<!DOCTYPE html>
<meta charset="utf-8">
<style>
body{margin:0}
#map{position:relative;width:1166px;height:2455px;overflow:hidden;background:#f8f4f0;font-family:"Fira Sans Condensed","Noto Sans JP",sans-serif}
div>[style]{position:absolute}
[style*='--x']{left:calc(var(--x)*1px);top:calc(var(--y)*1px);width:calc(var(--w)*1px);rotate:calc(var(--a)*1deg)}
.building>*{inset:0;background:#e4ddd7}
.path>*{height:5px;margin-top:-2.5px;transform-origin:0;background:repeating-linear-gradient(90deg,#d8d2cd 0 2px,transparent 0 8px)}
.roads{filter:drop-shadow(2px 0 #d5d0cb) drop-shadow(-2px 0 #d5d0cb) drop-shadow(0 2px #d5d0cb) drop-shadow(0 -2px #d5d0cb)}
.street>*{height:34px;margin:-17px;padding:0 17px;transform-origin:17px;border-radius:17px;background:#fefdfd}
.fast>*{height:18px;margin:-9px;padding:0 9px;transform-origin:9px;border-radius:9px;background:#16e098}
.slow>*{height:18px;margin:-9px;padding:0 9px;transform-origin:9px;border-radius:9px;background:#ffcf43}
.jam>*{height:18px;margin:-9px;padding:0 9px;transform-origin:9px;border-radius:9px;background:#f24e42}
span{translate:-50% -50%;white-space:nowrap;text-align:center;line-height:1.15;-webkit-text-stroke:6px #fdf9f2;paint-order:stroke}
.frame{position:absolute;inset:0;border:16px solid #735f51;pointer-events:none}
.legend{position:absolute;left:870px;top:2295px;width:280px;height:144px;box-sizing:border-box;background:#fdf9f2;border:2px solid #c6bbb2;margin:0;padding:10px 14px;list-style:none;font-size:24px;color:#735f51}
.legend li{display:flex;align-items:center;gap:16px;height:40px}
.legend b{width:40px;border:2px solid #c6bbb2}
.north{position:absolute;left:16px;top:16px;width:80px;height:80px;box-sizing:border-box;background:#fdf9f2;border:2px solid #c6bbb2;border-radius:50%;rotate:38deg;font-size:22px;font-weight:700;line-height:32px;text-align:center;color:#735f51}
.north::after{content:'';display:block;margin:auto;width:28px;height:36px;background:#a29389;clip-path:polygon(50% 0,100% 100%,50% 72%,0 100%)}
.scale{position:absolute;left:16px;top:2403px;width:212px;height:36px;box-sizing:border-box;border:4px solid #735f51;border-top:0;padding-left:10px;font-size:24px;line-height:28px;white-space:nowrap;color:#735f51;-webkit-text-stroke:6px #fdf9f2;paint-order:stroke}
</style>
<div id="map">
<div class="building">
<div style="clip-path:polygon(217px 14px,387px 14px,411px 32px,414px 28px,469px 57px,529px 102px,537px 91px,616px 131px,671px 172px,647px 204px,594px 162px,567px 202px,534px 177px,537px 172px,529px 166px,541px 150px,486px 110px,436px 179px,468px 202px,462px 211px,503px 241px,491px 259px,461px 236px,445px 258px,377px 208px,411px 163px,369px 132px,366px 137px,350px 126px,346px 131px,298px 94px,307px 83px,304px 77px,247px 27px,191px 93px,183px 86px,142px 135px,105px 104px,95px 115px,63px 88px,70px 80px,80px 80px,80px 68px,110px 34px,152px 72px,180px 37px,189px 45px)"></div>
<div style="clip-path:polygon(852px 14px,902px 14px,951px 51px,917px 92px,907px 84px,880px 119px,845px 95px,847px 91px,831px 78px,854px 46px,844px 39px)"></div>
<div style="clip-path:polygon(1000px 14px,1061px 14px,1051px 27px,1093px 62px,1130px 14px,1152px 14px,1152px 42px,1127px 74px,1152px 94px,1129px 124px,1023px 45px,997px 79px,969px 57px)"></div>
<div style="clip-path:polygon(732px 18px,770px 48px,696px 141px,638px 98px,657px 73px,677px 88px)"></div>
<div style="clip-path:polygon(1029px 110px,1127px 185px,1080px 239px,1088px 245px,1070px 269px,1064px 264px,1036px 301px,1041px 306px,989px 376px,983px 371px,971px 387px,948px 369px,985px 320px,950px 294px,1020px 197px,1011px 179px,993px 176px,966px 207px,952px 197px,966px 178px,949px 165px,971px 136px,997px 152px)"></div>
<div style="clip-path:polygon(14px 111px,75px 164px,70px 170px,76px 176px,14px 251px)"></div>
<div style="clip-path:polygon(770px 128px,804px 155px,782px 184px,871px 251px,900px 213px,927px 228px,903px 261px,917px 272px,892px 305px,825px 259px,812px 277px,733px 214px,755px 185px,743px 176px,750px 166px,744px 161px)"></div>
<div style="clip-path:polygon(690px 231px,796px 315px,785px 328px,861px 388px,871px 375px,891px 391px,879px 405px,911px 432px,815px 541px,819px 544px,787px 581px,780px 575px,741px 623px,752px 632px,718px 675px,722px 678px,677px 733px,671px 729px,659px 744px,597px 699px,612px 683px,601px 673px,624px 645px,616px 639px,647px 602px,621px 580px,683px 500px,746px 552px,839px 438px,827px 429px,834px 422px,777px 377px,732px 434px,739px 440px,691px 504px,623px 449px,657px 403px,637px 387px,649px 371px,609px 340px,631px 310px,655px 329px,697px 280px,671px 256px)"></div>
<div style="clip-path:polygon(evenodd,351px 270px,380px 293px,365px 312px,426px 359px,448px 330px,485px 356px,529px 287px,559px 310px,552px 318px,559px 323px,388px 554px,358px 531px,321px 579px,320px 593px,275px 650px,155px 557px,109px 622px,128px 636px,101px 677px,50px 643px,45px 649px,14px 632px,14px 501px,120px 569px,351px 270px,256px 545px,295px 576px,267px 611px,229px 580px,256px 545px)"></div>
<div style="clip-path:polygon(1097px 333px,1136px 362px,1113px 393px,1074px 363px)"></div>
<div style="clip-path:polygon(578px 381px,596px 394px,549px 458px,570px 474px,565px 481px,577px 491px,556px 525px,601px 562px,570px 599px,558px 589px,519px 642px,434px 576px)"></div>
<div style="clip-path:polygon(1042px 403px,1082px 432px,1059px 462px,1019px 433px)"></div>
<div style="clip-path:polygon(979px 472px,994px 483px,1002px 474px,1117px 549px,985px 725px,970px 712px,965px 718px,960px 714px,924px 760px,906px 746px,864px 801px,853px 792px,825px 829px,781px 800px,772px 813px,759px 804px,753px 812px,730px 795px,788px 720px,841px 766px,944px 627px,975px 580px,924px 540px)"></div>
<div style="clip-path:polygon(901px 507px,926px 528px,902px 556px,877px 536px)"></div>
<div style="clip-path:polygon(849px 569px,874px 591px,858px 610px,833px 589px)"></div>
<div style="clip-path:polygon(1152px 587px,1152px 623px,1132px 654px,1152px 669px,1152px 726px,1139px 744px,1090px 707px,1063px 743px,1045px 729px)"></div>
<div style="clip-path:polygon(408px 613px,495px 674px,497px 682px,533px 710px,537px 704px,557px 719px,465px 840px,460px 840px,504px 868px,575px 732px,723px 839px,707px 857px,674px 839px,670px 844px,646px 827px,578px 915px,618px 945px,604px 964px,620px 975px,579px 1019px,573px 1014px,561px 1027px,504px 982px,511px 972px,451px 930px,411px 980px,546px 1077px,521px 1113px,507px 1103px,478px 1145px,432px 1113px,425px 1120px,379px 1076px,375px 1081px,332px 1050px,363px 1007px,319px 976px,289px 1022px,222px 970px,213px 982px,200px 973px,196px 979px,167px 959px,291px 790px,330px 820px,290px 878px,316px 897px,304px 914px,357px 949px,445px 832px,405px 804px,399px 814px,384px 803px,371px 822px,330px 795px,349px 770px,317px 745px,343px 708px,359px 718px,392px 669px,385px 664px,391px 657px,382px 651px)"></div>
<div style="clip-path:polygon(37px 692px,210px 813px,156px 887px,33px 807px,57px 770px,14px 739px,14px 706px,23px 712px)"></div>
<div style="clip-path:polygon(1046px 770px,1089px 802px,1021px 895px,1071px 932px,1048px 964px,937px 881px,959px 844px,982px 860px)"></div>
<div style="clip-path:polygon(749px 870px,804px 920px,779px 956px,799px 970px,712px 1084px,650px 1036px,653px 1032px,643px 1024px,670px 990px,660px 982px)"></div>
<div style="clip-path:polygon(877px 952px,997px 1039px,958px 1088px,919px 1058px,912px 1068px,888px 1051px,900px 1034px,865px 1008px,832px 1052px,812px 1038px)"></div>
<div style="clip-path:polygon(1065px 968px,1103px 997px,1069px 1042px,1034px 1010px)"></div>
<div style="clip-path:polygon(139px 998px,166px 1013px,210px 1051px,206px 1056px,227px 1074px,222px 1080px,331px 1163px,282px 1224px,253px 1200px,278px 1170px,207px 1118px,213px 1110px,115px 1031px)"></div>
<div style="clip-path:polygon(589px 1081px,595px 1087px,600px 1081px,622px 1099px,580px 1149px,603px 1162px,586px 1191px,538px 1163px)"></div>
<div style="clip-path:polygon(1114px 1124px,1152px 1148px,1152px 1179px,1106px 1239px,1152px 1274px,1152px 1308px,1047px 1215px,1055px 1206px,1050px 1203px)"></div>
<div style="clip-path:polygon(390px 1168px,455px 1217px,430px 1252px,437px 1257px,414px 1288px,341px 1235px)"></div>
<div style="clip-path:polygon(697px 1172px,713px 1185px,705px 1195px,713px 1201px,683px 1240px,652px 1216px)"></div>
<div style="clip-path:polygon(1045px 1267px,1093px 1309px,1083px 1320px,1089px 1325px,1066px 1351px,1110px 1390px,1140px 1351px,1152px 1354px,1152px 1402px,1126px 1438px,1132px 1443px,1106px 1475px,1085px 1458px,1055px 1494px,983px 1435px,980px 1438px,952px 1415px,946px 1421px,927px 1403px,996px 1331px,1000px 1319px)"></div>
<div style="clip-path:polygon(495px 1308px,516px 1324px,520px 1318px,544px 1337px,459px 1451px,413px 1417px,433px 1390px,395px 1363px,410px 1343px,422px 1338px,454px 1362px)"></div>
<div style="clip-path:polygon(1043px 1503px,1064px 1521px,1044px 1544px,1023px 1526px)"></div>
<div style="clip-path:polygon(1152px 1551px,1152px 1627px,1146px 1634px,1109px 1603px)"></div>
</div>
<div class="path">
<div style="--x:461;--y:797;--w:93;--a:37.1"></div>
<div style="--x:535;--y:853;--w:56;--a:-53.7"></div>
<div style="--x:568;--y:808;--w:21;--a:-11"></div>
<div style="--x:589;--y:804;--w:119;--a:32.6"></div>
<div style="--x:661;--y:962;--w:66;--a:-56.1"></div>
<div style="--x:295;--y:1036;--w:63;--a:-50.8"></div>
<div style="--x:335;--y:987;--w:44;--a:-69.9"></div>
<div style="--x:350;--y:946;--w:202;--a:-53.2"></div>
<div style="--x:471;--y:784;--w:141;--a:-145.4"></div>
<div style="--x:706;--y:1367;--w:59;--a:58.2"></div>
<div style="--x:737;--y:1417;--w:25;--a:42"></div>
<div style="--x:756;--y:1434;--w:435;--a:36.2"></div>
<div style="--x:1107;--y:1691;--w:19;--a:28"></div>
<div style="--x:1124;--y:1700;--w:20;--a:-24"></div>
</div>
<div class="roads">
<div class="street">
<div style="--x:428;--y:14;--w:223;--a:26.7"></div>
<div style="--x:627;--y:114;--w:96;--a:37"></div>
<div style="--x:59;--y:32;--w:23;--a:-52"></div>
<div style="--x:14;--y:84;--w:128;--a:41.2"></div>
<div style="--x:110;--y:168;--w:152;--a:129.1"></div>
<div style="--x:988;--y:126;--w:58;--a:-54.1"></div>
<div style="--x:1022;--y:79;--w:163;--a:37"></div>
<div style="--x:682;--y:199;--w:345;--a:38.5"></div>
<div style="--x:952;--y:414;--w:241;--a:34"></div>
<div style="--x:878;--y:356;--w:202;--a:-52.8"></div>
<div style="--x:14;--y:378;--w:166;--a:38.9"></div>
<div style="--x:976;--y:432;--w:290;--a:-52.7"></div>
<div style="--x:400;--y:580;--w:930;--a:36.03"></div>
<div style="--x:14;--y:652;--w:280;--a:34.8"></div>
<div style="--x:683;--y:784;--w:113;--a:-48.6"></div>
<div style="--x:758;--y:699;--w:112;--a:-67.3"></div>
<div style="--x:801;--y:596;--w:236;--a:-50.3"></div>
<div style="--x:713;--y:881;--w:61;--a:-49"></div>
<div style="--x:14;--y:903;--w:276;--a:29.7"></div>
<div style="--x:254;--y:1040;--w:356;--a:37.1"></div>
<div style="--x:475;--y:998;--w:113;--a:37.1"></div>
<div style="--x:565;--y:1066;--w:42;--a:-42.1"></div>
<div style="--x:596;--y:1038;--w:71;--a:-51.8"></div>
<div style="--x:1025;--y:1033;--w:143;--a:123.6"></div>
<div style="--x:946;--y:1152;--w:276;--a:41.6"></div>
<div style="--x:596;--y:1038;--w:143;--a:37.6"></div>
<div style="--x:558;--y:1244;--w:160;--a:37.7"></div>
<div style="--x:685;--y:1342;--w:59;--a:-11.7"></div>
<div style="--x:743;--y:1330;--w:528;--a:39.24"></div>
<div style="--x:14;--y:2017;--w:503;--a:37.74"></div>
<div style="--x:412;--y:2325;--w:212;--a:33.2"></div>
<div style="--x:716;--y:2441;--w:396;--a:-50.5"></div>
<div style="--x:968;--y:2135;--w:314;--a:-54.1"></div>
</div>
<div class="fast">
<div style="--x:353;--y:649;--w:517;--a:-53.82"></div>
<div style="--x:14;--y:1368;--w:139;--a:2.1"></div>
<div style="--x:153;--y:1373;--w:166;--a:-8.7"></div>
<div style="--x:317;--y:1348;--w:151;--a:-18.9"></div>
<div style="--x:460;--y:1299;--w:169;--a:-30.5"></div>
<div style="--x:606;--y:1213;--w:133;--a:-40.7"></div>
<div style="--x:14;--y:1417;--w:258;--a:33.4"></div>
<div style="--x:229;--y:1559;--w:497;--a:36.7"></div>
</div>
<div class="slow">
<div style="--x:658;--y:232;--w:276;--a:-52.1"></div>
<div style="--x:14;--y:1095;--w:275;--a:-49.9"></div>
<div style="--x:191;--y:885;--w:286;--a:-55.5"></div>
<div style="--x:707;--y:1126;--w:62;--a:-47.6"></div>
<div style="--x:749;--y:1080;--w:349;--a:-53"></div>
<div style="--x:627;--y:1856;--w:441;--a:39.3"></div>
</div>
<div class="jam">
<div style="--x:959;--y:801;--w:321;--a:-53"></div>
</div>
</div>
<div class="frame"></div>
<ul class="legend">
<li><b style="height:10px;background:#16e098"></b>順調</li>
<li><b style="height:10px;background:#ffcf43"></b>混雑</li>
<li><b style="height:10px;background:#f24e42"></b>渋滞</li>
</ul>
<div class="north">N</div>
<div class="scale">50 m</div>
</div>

==============================

Work item
Return each line from the data where the string "street" can be found.

Result of this exercise
.street>*{height:34px;margin:-17px;padding:0 17px;transform-origin:17px;border-radius:17px;background:#fefdfd}
<div class="street">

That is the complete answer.